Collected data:

----

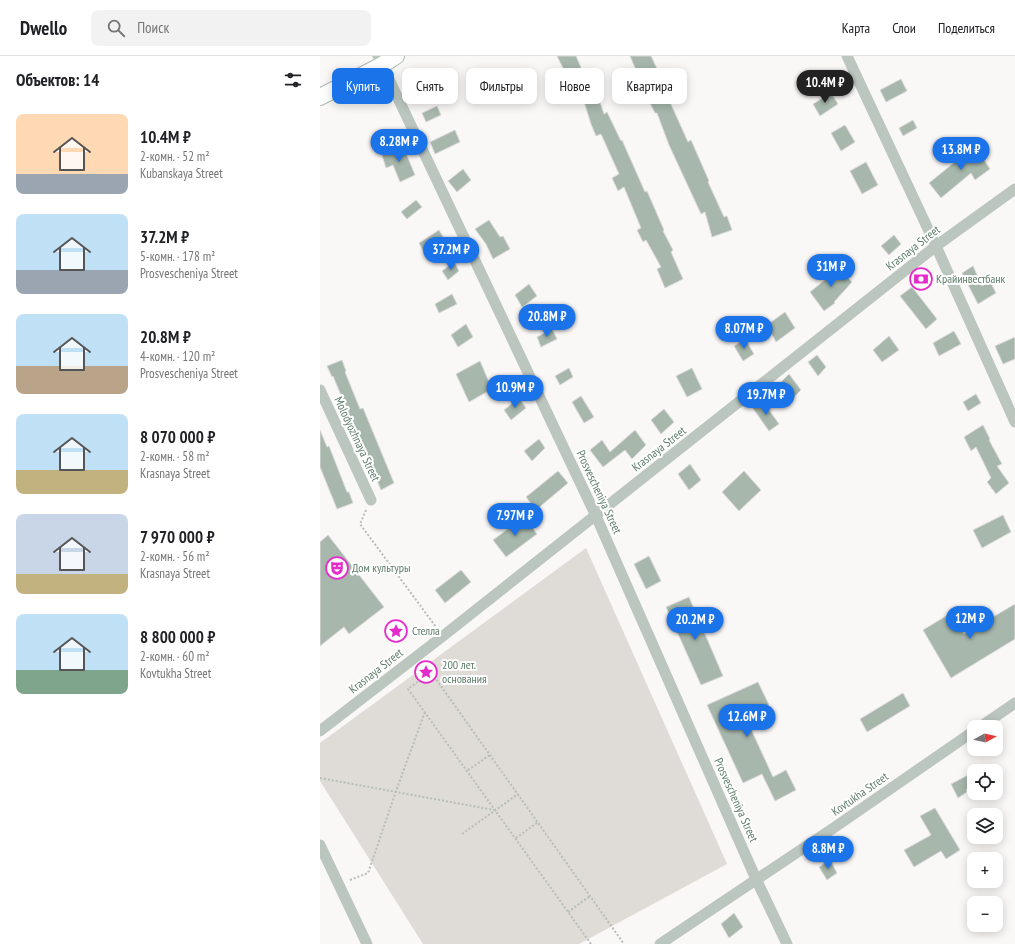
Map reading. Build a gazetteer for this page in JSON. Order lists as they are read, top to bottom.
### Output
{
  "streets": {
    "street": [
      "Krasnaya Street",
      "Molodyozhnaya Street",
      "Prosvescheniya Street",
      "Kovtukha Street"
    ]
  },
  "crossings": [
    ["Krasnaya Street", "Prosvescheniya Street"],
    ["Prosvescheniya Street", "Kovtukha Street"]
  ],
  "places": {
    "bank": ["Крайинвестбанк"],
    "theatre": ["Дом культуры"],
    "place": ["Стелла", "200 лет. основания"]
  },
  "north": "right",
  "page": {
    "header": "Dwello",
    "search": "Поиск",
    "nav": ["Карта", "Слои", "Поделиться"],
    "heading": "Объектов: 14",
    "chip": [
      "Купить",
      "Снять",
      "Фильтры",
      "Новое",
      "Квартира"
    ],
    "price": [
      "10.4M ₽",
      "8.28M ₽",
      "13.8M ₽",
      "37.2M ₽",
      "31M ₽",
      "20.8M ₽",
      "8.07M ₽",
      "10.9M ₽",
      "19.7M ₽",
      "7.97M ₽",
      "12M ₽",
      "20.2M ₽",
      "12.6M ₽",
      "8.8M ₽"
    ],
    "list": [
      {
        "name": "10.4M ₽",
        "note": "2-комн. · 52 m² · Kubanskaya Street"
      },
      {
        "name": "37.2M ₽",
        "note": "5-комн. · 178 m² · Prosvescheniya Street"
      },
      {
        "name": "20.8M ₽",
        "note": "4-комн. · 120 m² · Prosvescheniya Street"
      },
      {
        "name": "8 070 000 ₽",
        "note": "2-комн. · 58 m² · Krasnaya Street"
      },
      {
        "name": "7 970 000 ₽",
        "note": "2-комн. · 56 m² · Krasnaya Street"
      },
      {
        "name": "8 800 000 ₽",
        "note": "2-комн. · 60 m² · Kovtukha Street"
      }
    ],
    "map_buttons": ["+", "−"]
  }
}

----

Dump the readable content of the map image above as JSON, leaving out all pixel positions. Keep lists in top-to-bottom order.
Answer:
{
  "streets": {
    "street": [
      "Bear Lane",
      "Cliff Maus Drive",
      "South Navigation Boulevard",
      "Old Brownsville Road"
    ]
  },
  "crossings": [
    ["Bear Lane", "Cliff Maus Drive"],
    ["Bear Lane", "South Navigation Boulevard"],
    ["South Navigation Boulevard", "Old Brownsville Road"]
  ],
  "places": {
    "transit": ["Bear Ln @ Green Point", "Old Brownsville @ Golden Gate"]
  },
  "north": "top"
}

----

» **TASK DETAILS**
Determine how many of the lines above include the word "bottom", then give that number and nothing else.

» **FINAL ANSWER**
2